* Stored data
※

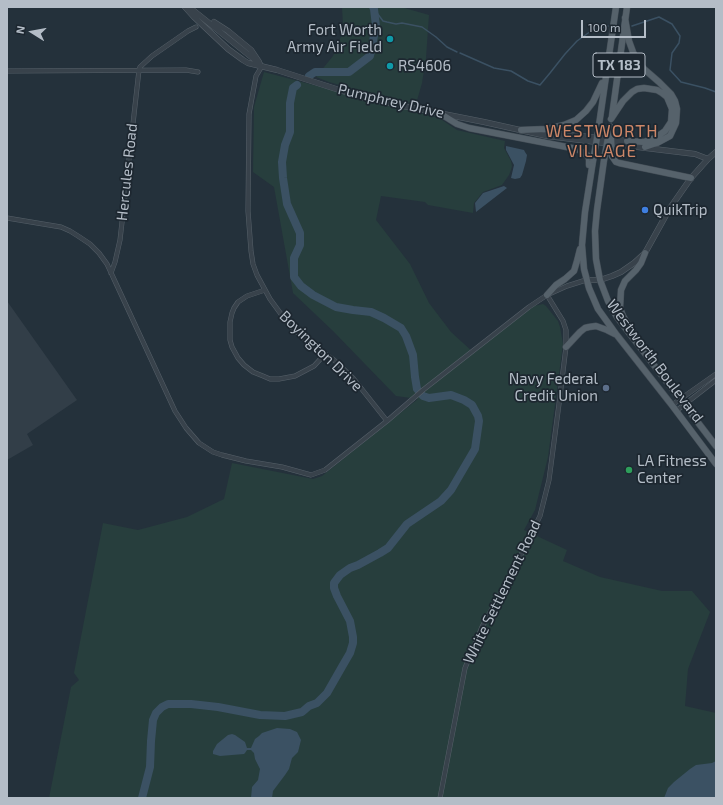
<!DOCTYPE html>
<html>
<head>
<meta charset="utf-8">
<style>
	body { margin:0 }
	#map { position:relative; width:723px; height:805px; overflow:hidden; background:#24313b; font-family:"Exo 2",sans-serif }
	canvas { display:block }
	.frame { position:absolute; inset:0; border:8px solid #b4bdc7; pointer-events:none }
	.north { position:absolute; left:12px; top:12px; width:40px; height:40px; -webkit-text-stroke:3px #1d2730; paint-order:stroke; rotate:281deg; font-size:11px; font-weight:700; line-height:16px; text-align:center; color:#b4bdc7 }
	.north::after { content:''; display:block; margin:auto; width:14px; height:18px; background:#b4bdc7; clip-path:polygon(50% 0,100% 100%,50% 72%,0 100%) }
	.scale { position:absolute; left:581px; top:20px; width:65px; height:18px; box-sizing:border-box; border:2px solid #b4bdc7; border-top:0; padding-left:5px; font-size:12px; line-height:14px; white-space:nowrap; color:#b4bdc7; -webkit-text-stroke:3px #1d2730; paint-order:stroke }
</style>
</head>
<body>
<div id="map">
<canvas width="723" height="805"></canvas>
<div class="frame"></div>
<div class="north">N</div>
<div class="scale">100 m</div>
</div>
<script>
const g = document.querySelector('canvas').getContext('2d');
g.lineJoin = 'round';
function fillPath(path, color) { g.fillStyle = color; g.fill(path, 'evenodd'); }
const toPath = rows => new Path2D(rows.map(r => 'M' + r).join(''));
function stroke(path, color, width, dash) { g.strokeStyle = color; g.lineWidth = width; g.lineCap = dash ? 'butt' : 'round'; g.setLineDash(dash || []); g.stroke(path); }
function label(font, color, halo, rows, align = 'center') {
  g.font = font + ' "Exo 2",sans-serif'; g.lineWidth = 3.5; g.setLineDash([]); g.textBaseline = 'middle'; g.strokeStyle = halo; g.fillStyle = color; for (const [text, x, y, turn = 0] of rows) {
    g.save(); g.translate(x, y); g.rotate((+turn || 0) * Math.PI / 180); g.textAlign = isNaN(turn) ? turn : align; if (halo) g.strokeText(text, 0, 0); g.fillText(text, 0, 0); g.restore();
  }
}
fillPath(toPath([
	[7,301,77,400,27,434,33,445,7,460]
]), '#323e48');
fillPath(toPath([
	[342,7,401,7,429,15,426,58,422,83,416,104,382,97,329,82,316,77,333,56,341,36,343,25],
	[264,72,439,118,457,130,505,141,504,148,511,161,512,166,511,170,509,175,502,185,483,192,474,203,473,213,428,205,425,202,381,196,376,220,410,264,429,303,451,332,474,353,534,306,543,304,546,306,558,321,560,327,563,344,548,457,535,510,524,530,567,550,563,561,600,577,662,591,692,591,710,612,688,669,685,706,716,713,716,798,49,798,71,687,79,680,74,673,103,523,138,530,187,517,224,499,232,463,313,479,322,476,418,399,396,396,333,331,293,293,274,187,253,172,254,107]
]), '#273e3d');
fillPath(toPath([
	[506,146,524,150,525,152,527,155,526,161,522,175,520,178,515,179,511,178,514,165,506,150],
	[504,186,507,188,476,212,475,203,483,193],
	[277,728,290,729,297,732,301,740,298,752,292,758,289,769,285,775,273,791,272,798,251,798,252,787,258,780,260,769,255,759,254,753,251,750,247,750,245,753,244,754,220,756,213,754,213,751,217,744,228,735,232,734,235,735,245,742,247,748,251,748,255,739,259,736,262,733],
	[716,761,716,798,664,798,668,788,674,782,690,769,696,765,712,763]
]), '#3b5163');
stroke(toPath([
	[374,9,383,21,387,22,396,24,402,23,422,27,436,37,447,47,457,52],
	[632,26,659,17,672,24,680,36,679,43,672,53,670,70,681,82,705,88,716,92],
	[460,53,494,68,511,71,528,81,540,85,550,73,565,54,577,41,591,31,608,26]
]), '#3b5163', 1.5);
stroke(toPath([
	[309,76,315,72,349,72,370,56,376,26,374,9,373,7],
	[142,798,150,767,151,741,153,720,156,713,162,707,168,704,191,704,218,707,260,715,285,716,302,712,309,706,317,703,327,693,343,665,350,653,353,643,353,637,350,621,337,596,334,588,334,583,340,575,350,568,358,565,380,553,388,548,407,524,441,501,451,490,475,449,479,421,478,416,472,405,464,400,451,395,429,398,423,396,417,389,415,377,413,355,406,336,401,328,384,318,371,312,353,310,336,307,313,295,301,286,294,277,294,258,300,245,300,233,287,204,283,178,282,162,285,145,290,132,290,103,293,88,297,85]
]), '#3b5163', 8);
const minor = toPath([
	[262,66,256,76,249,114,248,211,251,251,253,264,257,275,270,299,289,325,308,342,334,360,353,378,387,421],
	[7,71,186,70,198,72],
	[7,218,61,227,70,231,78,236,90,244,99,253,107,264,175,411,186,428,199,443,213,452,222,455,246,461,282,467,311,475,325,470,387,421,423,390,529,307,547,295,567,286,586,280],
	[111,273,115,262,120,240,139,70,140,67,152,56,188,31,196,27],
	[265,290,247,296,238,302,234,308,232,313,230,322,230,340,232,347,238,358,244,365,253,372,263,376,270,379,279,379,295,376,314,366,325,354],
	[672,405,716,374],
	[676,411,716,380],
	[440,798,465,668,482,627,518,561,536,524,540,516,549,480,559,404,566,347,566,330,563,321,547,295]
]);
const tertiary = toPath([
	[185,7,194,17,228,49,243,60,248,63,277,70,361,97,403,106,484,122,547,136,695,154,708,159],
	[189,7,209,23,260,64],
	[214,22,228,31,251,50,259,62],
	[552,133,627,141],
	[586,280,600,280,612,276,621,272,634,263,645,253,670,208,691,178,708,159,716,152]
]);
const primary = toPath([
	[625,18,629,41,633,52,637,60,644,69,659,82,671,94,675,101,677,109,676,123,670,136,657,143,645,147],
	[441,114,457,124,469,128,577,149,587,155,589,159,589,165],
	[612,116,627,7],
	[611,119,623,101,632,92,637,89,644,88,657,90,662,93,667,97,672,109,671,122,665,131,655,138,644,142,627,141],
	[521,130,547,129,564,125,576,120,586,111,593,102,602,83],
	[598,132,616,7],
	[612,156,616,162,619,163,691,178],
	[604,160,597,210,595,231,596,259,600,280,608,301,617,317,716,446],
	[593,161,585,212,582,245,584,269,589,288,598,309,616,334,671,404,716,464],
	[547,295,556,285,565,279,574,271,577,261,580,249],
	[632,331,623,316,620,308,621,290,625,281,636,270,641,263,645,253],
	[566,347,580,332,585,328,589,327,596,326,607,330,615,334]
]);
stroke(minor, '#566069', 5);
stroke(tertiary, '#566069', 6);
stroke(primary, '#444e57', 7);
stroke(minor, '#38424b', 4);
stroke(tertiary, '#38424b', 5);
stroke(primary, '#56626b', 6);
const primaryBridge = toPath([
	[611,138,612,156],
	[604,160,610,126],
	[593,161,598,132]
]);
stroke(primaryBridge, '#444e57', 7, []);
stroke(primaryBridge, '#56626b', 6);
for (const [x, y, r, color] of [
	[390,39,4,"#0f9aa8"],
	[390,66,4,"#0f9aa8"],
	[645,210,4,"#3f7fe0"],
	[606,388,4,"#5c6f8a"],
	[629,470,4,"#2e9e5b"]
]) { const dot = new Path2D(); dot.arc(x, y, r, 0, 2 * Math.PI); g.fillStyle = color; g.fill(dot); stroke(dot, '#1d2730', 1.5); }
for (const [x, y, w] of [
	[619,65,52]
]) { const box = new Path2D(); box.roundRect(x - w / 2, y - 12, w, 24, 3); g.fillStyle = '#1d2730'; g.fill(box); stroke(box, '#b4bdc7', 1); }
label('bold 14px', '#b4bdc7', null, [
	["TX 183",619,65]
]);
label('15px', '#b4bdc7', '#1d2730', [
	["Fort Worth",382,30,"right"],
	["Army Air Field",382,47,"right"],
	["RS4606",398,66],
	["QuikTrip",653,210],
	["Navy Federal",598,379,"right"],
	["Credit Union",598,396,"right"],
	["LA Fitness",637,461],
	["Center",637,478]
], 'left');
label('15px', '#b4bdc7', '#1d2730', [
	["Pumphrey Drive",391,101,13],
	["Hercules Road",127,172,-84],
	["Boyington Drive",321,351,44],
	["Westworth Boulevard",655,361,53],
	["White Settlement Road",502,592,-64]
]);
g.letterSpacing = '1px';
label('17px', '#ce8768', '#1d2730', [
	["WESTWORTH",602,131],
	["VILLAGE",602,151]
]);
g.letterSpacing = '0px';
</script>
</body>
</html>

※

* Exercise prompt
Gather up the lines containing the word "halo" from these records and copy them.

* Solution to the problem
function label(font, color, halo, rows, align = 'center') {
  g.font = font + ' "Exo 2",sans-serif'; g.lineWidth = 3.5; g.setLineDash([]); g.textBaseline = 'middle'; g.strokeStyle = halo; g.fillStyle = color; for (const [text, x, y, turn = 0] of rows) {
    g.save(); g.translate(x, y); g.rotate((+turn || 0) * Math.PI / 180); g.textAlign = isNaN(turn) ? turn : align; if (halo) g.strokeText(text, 0, 0); g.fillText(text, 0, 0); g.restore();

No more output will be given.